Secondly, preservation of the donor duodenum and head of pancreas in continuity with the combined graft avoided the need for biliary reconstruction. The standard technique involved an obligatory reconstruction of the biliary system with a defunctionalized loop of proximal allograft jejunum[13]. Consequent limitations of this technique were biliary leaks, obstructions and strictions[14]. In our surgical technique, we eliminated hilar dissection, leaving the hepatoduodenal ligament undisturbed by including the intact duodenum and a rim of pancreatic tissue in the allograft. Apart from obviating biliary anastomotic complications and potential vascular torsion of the small bowel graft[14,15], surgical modifications also made bench surgery simpler. This modification was applied in human transplantation with satisfaction[14,15]. Debera et al[15] reported that the remaining head of the pancreas on the combined liver-small bowel allograft was not associated with a high incidence of pancreatic complications.

The third modification was that the donor splenic vein was end-to-end anastomosed to the recipient’s distal portal vein by the formation of a “cuff”. In the standard technique, the recipient’s portal vein was end-to-side anastomosed with the donor portal vein or supra mesenteric vein to avoid portal hypertension in native remnant viscera[9,15,16]. This innovation shortened the operation time, simplified the surgical procedure and also reduced venous stagnation of the allograft and native viscera.

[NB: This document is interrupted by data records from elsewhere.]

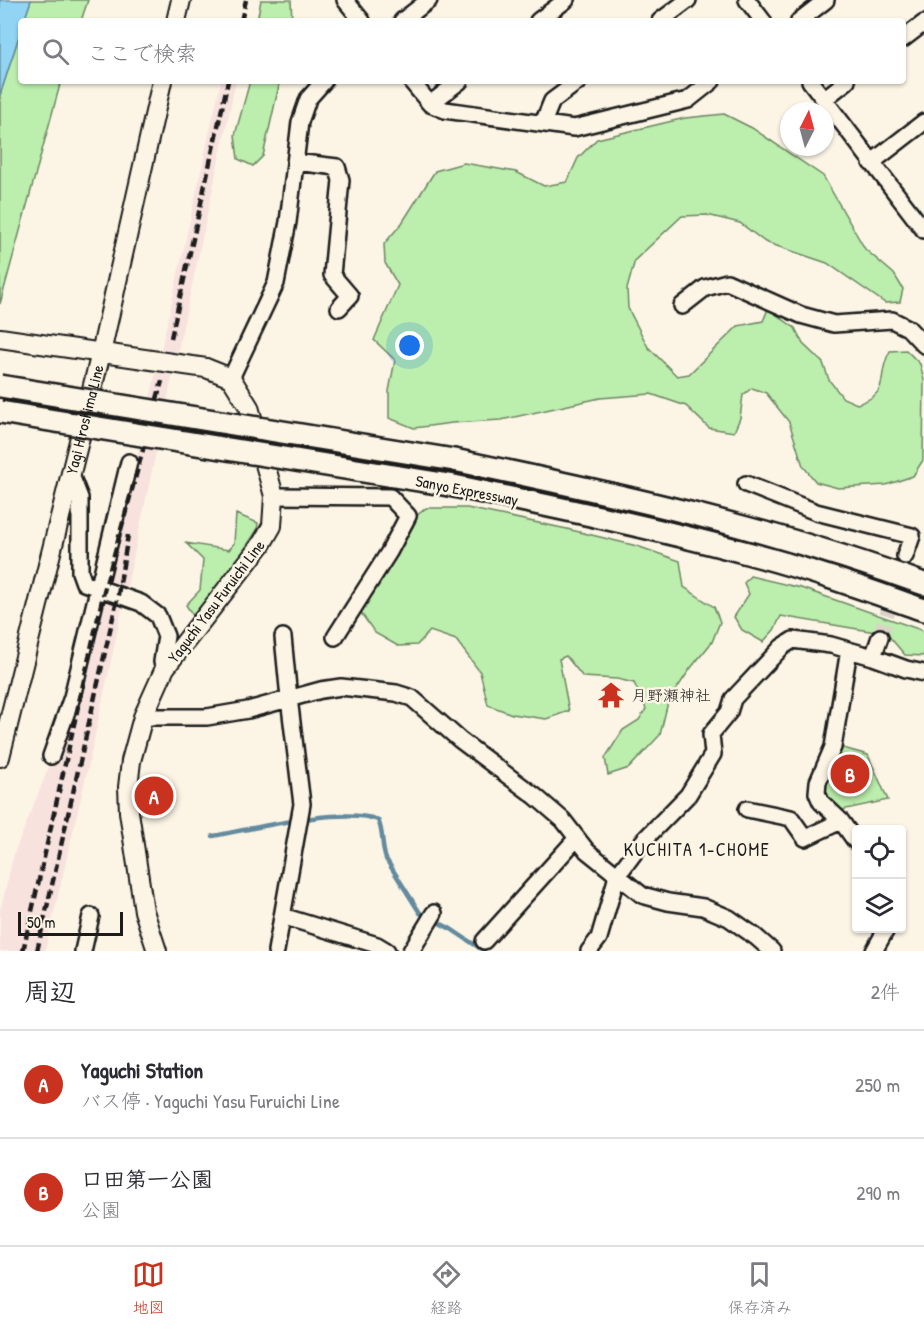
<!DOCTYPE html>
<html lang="ja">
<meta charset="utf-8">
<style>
body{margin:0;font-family:"Patrick Hand","Klee One",sans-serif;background:#f2f2f3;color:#2b2b33}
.controls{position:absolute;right:18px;bottom:18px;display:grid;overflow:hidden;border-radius:6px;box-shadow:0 2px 4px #0004}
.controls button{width:54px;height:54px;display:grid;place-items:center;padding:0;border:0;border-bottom:2px solid #e1e1e2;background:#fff;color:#2b2b33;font:30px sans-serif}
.compass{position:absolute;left:780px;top:102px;width:54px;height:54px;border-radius:50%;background:#fff;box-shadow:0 2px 4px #0004;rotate:6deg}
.scale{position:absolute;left:18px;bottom:15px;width:105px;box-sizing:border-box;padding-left:6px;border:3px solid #1c1c1c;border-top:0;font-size:16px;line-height:21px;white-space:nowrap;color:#1c1c1c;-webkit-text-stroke:4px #fcf5e5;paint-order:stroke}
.you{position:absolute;left:410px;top:346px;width:21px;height:21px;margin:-15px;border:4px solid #fff;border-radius:50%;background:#1a73e8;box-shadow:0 0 0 9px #1a73e833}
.badge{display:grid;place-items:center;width:39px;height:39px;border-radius:50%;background:#c8321e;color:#fff;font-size:20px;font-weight:700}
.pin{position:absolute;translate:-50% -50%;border:3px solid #fff;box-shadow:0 2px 6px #0006}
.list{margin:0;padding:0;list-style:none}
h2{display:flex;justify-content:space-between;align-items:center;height:78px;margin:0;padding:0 24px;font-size:26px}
h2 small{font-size:20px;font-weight:400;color:#7c7c81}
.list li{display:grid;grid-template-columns:39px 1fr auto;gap:18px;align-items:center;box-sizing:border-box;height:108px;padding:0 24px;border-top:2px solid #e1e1e2}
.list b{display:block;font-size:22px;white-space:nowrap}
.list p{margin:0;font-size:20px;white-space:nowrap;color:#7c7c81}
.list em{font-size:20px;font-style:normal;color:#7c7c81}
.icon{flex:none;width:33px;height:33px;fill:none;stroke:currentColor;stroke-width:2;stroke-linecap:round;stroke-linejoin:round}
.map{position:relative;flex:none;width:924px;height:951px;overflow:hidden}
.search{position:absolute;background:#fff;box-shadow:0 2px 4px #0004;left:18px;right:18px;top:18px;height:66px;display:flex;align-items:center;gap:15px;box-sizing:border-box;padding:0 21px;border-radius:6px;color:#7c7c81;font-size:22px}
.sheet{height:294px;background:#fff}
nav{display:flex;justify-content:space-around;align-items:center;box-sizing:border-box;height:84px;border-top:2px solid #e1e1e2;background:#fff;font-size:16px;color:#7c7c81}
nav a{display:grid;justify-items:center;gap:3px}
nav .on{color:#c8321e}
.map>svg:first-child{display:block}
.built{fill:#f7e2de}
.green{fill:#bceead;stroke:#6c8564;stroke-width:1.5}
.water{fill:#92d4f4;stroke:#638a9e;stroke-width:1.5}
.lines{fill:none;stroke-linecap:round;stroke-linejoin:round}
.stream{stroke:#638a9e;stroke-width:4.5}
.minor-tunnel{stroke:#dad4c7;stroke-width:15;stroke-dasharray:15 8;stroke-linecap:butt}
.minor-casing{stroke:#1c1c1c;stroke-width:20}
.major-casing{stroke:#1c1c1c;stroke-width:22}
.highway-casing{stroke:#1c1c1c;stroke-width:26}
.minor{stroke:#fcf5e5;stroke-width:15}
.major{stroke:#fcf5e5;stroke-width:18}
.highway{stroke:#fcf5e5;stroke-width:21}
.rail{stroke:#1c1c1c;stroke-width:4.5;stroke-dasharray:9 4.5;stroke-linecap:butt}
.highway-bridge-casing{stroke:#1c1c1c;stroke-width:26;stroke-linecap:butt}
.highway-bridge{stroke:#fcf5e5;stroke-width:21}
.labels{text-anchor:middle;stroke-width:5;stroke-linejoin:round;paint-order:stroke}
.street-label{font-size:16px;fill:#1c1c1c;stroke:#fcf5e5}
.poi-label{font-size:16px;fill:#1c1c1c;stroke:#fcf5e5;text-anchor:start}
.neighbourhood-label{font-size:18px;letter-spacing:1.5px;fill:#1c1c1c;stroke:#fcf5e5}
</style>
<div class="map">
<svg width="924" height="951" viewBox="0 0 924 951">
<rect width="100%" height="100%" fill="#fcf5e5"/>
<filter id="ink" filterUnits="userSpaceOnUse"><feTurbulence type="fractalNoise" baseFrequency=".0167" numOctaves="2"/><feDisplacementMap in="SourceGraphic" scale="12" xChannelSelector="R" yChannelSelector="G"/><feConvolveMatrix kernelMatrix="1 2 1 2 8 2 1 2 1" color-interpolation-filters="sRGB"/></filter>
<g filter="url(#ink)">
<path class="built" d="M221 81H236L88 768 45 951H0V911L14 854 52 759 136 462Z"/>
<path class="green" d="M31 0H88L81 21H24Z
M261 0H291L292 21H257Z
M21 30V81H61L0 304V95Z
M250 81H280L263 156 253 166 238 159 235 135Z
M724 114 752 128 823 176 865 249 894 274 903 289 900 302 885 303 827 263 765 242 740 223 707 215 682 216 635 260 627 289 628 308 648 347 677 376 689 374 738 326 763 321 768 309 795 328 803 344 823 363 829 380 843 398 857 404C893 393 875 377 890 351L906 350 920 364 924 380 923 460 913 476 886 485 838 488 816 482 803 466 789 422 766 393 752 388 743 395 740 418 734 432 709 428 686 406 651 394 600 398 501 420 452 423 414 428 389 418V391L395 360 374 340 398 285 385 263 384 244 402 223 435 171 464 163 516 172 544 186 567 182 578 158 597 139 685 118Z
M426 508H467L567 529 637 546 680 561 684 587 714 607 720 622 712 642 690 669 668 702 660 735 629 768 608 775 605 758 623 730 639 720 646 709 634 683 617 679 583 677 566 656 559 659 569 711 546 719 512 714 488 705 480 672 456 640 430 631 417 645 398 646 375 633 361 613 364 594 409 522Z
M236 514 258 523 257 530 228 575 194 617 186 605 200 590 203 560 186 543 229 550 234 543Z
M750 576 801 588 924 631V656L905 655 887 634 781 616 774 630 763 642 742 630 734 617 749 594 744 583Z
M836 746 868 755 888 800 837 811 823 795 828 765Z"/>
<path class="water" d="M0 0H31L24 21H21V30L0 95Z"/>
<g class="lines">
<path class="stream" d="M213 836C251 829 344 806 378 820 384 833 381 846 386 859L420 913 451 929 484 951"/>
<path class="minor-tunnel" d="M880 637 905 556"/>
<g class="minor-casing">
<path id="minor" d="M345 0 362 21
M747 0 763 21
M402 21 429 0
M538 21 566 0
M660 21 688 0
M799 21 826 0
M903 39 924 23
M411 81 430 104 445 110 574 128 688 100 712 81
M810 81 924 230
M824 99 847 81
M430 104 460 81
M543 123 552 101 579 81
M295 162 337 167 341 180 332 275 350 296 339 308
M871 163 924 122
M682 306 705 288 727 282 801 315 834 324 892 320 908 328 924 345
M231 378 276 283 288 222 300 122 308 99 324 81
M71 475 80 498V572L84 583 141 603 158 616 166 636 162 662 165 668
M746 484 816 512 912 536 905 556
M274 496 390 497 408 516 389 552 335 637
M849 650 833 747 818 782 817 793 821 802 841 821 856 842
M873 657 880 637
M143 717H207L248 710 321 690 341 687 396 693 412 698 460 740 535 796 563 820 587 851 642 895 668 902 703 907 729 918 756 937 772 951
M51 756 72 697 129 462
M747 809 791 818 805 838 841 821
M282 916 377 945 387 951
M484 941 577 838
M83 951 91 916
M276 951 302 804 289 698 283 637
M411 951 434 913
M589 951 599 938 617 876 644 840 688 795 713 754 711 734 729 712 733 699 782 647 793 640 831 645 873 657 906 669 924 673
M874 951 887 928"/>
</g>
<g class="major-casing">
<g id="major">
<path d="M176 21 181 0"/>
<path d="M0 338 206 368 231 378 249 407 274 496 272 526 261 545 165 668 143 717 131 761 128 787 129 812 144 911 157 951"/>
<path id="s1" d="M0 757 101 353 162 81"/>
</g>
</g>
<g class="highway-casing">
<path id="highway" d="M454 460C613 493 771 528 924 584
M449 485C550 506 651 527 751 554 809 569 867 590 924 610"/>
</g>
<use href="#minor" class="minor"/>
<use href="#major" class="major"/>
<use href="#highway" class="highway"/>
<path class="rail" d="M241 21 246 0
M171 338 228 81
M23 951 104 591 162 381
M37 951 118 595 128 535"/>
<g class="highway-bridge-casing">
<path id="highway-bridge" d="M0 386 454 460
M0 412 449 485"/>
</g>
<use href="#highway-bridge" class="highway-bridge"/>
</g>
</g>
<defs>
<g id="temple-bare" transform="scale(2.07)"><path d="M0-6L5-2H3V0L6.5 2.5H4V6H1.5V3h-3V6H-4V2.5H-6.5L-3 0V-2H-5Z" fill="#c8321e" stroke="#fcf5e5" stroke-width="2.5" paint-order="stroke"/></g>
</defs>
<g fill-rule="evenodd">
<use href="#temple-bare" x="611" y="695"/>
</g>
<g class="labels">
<g class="street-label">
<text dy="6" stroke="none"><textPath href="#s1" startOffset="348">Yagi Hiroshima Line</textPath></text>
<text transform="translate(467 490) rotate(11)" y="6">Sanyo Expressway</text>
<text transform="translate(216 601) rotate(-53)" y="6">Yaguchi Yasu Furuichi Line</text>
</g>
<g class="poi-label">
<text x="631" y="701">月野瀬神社</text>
</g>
<g class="neighbourhood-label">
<text x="697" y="856">KUCHITA 1-CHOME</text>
</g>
</g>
</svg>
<div class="controls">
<button><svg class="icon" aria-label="locate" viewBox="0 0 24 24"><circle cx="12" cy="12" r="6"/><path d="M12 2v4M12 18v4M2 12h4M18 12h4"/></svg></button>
<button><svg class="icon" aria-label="layers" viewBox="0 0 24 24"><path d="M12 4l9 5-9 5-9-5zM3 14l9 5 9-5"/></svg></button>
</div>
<svg class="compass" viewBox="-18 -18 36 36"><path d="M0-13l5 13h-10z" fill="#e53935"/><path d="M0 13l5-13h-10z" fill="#7c7c81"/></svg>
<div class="scale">50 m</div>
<div class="you"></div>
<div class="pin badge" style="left:154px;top:796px">A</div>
<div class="pin badge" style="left:850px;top:774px">B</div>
<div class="search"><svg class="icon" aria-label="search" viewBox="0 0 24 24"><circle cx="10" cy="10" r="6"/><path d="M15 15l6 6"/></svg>ここで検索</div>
</div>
<section class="sheet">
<h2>周辺<small>2件</small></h2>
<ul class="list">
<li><span class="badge">A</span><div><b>Yaguchi Station</b><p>バス停 · Yaguchi Yasu Furuichi Line</p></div><em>250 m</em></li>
<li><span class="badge">B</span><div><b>口田第一公園</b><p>公園</p></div><em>290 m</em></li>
</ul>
</section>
<nav>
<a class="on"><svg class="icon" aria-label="map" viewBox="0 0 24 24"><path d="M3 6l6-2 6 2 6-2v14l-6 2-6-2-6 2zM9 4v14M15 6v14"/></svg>地図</a>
<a><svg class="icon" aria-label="directions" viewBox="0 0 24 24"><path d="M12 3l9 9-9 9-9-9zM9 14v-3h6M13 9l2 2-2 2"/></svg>経路</a>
<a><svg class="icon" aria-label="saved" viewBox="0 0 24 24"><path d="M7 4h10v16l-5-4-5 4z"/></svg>保存済み</a>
</nav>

Our technical refinements have made combined liver-small bowel transplantation in pigs simpler and less aggressive. And the technique of this model is feasible and can be used for preclinical study. However, animals experienced with this operation were faced with life threatening respiratory failure, infection, GVHD and rejection[17-27]. Much more work should be done to improve the outcomes of both experimental and clinical combined liver-small bowel transplantations.